Tonight we are going for dinner with our friends at Oyster Bay. I haven’t looked at the tide table but I’ll take my bathing suit just in case. When the tide comes in, the bay is the most beautiful place to swim. You are swimming over the remains of fish weirs and oyster beds and there’s feral asparagus, remnants of the cultivated crops grown by the local market garden, self-seeded in the rich muck along the shores. My friend gathers it in spring in her canoe and those dinners are spectacular. Tonight’s will be, too. And I offered to bring dessert—a gooseberry fool flavoured with a little rose-water, and lavender and lemon shortbreads. I made them with rice flour for those in our party who don’t eat gluten and as I was mixing and shaping, I wondered at what point you can call something that you’ve always made in honour of the person who gave you the recipe (well, her son actually, who is in his 80s now) but who would probably not recognize the recipe any longer, well (realizing I’ve lost control of this sentence), how long you still name the recipe for that person? When Alistair MacKay,who was once my husband’s French professor at UBC and who, with his colleague Floyd St. Clair (partner of David Watmough), became dear friends, gave me his mother’s recipe for shortbread, he asked that I call it “Mrs. MacKay’s Shortbread”. And I do, most happily. It is excellent. I’ve passed along the recipe to others and told them they too must call it by its true name. (It was a hit in Amsterdam last Christmas, apparently.) But when I add rosemary or lemon zest or fierce Chamayo chili bought from a man selling bags of it on the roadside in New Mexico, is it still “Mrs. MacKay’s Shortbread”? Yes, I think it is. So “Mrs. MacKay’s Shortbread, with variations for the times we live in, the flavours we crave, the spice we want in winter, the flowers we have available in summer”.

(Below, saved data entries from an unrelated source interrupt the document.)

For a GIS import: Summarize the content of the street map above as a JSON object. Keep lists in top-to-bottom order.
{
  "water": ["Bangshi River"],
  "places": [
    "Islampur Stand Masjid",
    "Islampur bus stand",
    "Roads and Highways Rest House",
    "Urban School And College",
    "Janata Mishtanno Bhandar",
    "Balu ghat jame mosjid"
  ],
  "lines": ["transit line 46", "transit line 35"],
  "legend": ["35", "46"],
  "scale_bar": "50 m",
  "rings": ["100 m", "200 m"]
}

Back to Oyster Bay. I am married to a poet and have lived with him for nearly 40 years, surrounded by poetry. He says he is often surprised to find records of our daily life in the pages of this blog. Surprised by what I remember or pay attention to. Mostly he’s glad, I think. And similarly, I am often surprised to find our daily life in his work. Surprised and delighted and grateful. Here’s part of the first section of one of my favourite poems, John’s “Mud Bottom”, set on Oyster Bay some years ago now but still vital and true.
I should put on old runners
to walk the creek’s last clarity, its main channel
down the estuary utterly exposed,
brazen and pungent in the sun. Its bed
of clay and hard sand is the only footing
in acres of slippery, deep mud. Its few round stonesin shroud and sweep of seaweed hair are the blind heads
of seekers pushing upstream.
They would be worth knowing, knowingwhat a husband knows.
A river, a marriage, living
are deep-pulling puzzlements their whole length.—from “Mud Bottom”, in Water Stair, Oolichan Books, 2000.